Among the records that follow, set down only the lines from the one containing "<b><i></i>Northwest 2nd Avenue</b>" to the one containing "min · 21:33</p></div><em>$5.31</em></li>", both included, exactly.

┏━━

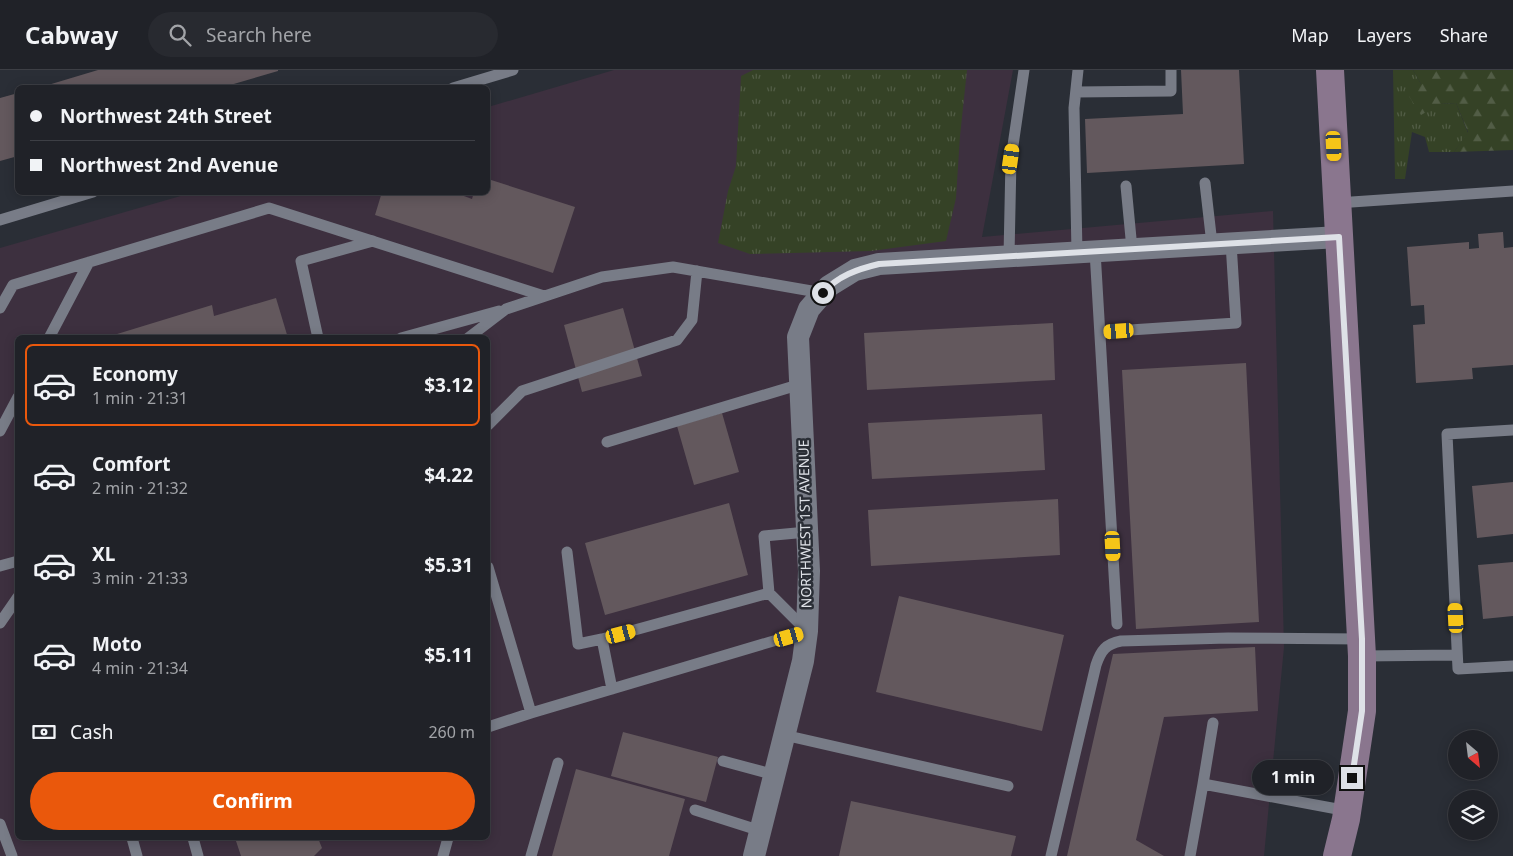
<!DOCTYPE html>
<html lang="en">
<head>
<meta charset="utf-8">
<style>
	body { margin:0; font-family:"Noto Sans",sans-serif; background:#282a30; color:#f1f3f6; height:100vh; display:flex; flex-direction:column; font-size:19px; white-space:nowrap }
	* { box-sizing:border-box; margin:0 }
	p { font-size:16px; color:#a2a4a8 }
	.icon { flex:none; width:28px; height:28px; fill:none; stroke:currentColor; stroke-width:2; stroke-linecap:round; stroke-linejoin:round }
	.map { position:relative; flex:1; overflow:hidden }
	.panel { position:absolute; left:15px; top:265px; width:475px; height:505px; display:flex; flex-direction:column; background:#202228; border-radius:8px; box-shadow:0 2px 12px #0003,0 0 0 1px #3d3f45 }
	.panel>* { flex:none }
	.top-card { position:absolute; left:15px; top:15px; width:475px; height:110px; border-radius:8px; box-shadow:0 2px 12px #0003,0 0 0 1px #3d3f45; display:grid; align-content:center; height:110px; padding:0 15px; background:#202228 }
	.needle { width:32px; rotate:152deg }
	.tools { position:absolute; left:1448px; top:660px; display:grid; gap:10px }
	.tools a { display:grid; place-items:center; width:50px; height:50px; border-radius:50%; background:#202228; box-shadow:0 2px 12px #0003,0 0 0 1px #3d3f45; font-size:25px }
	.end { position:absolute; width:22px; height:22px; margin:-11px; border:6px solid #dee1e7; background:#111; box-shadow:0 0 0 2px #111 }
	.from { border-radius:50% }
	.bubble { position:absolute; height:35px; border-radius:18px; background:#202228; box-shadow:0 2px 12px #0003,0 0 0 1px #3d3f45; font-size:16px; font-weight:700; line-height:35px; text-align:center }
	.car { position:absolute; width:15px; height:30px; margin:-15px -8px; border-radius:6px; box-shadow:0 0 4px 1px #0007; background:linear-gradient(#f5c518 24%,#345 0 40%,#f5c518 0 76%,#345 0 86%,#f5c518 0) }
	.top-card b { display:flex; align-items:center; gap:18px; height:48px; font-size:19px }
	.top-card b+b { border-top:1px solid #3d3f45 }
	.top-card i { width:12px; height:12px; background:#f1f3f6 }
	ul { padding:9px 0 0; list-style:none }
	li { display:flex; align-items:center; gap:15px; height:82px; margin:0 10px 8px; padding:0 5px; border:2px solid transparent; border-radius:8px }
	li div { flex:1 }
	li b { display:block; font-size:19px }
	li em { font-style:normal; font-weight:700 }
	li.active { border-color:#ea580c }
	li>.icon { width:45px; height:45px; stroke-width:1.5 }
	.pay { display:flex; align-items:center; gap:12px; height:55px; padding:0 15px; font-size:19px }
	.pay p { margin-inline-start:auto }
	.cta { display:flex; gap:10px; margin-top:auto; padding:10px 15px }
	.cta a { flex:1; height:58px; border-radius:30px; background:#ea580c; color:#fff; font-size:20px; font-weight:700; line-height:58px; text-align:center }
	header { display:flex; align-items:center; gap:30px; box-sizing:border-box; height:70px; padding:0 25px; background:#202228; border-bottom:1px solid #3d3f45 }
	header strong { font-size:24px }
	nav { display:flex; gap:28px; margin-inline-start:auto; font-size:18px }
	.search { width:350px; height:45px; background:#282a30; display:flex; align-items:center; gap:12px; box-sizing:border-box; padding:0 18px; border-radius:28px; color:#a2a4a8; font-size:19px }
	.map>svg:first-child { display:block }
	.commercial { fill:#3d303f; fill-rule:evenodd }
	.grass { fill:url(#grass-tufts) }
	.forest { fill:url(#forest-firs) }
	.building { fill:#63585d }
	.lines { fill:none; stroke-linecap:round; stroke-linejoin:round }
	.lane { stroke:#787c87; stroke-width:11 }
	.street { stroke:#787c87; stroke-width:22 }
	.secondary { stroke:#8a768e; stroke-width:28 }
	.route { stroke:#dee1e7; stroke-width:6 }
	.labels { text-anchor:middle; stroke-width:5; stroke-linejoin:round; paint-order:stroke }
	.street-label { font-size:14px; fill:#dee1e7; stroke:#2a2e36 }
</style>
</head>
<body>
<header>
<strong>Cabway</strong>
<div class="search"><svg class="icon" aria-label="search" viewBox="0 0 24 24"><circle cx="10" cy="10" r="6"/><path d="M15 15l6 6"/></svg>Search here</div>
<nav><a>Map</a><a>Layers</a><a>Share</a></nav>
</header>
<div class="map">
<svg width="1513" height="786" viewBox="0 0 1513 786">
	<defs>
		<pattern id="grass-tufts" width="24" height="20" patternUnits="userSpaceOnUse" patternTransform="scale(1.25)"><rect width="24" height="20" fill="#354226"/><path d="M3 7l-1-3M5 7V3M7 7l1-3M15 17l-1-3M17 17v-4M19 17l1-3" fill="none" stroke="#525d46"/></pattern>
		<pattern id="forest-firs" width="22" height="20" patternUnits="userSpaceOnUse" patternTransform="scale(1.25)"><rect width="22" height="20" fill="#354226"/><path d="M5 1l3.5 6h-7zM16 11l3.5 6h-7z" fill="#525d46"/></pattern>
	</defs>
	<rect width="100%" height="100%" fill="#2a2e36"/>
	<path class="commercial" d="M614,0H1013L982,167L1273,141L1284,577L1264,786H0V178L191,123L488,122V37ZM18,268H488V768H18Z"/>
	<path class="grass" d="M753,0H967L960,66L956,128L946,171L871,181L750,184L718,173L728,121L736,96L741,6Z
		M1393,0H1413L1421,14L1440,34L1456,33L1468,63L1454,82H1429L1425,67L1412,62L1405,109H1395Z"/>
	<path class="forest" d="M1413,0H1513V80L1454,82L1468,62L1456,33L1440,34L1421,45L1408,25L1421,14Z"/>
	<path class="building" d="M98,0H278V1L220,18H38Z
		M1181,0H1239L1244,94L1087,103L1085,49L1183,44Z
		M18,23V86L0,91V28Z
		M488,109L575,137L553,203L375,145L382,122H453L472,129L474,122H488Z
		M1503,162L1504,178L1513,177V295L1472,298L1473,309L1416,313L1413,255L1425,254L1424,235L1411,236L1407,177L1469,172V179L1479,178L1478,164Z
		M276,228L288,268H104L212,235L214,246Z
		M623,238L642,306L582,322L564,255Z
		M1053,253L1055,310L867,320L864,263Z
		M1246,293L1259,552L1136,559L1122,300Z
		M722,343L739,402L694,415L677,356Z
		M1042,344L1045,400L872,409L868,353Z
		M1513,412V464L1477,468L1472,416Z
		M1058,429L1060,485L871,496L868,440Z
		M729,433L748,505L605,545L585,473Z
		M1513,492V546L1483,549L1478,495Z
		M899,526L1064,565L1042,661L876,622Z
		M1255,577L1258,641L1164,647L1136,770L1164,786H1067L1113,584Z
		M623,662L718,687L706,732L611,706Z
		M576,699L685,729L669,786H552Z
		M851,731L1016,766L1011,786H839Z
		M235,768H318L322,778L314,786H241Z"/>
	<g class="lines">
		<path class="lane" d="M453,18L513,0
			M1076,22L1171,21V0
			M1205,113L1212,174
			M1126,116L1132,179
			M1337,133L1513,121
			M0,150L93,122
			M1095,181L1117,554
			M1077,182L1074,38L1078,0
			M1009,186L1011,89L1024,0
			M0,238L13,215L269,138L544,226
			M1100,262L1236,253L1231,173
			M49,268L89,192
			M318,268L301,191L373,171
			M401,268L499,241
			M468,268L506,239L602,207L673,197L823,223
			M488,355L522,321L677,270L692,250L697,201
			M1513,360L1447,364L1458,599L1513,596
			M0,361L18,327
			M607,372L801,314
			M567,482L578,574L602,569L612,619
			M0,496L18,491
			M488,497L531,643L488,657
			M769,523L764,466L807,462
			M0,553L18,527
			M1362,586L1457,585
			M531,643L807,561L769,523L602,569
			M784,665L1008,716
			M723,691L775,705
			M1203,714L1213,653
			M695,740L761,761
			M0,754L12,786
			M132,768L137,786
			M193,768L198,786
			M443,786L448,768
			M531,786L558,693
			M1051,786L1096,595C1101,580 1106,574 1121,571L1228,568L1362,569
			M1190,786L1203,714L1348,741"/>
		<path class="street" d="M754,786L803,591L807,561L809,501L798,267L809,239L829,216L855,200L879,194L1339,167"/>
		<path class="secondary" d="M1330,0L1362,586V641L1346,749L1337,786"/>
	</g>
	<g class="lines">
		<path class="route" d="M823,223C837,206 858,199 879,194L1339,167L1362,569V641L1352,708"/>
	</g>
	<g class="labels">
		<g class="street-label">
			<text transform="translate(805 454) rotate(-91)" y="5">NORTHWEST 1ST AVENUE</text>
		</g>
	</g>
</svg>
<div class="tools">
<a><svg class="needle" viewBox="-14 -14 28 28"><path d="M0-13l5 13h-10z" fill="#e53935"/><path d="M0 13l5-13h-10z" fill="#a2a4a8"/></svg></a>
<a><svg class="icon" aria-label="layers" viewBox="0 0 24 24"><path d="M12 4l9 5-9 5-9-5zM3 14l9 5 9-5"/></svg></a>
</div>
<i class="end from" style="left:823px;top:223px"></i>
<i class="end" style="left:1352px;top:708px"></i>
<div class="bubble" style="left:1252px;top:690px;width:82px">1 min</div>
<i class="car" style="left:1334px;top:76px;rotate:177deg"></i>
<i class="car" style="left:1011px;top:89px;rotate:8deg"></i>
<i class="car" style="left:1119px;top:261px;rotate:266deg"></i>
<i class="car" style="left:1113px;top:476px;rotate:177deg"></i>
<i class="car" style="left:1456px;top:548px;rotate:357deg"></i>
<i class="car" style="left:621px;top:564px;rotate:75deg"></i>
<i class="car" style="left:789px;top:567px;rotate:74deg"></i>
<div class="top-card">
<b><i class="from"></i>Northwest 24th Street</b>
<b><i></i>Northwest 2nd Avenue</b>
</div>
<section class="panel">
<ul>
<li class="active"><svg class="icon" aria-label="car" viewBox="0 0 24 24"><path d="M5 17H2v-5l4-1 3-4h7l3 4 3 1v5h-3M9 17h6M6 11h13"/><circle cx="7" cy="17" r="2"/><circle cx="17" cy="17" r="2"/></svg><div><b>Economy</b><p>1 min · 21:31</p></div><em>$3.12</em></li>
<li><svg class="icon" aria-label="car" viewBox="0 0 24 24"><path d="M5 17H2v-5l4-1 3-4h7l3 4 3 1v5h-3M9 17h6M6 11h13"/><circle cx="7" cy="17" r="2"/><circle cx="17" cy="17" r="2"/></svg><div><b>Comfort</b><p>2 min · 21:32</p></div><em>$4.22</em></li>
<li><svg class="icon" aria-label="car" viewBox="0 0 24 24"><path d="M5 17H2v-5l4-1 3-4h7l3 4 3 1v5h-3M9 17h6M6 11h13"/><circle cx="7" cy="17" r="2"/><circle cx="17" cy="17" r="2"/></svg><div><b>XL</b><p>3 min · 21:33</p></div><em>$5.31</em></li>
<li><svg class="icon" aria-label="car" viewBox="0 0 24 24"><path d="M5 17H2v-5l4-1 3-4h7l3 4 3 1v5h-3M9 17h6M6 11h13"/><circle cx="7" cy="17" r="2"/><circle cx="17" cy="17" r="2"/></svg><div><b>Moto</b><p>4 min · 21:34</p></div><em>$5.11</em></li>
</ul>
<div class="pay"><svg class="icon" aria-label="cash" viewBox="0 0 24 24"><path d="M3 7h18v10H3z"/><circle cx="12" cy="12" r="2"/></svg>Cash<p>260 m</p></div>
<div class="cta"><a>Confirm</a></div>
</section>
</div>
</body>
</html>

┗━━

RESPONSE TO THIS TASK –
<b><i></i>Northwest 2nd Avenue</b>
</div>
<section class="panel">
<ul>
<li class="active"><svg class="icon" aria-label="car" viewBox="0 0 24 24"><path d="M5 17H2v-5l4-1 3-4h7l3 4 3 1v5h-3M9 17h6M6 11h13"/><circle cx="7" cy="17" r="2"/><circle cx="17" cy="17" r="2"/></svg><div><b>Economy</b><p>1 min · 21:31</p></div><em>$3.12</em></li>
<li><svg class="icon" aria-label="car" viewBox="0 0 24 24"><path d="M5 17H2v-5l4-1 3-4h7l3 4 3 1v5h-3M9 17h6M6 11h13"/><circle cx="7" cy="17" r="2"/><circle cx="17" cy="17" r="2"/></svg><div><b>Comfort</b><p>2 min · 21:32</p></div><em>$4.22</em></li>
<li><svg class="icon" aria-label="car" viewBox="0 0 24 24"><path d="M5 17H2v-5l4-1 3-4h7l3 4 3 1v5h-3M9 17h6M6 11h13"/><circle cx="7" cy="17" r="2"/><circle cx="17" cy="17" r="2"/></svg><div><b>XL</b><p>3 min · 21:33</p></div><em>$5.31</em></li>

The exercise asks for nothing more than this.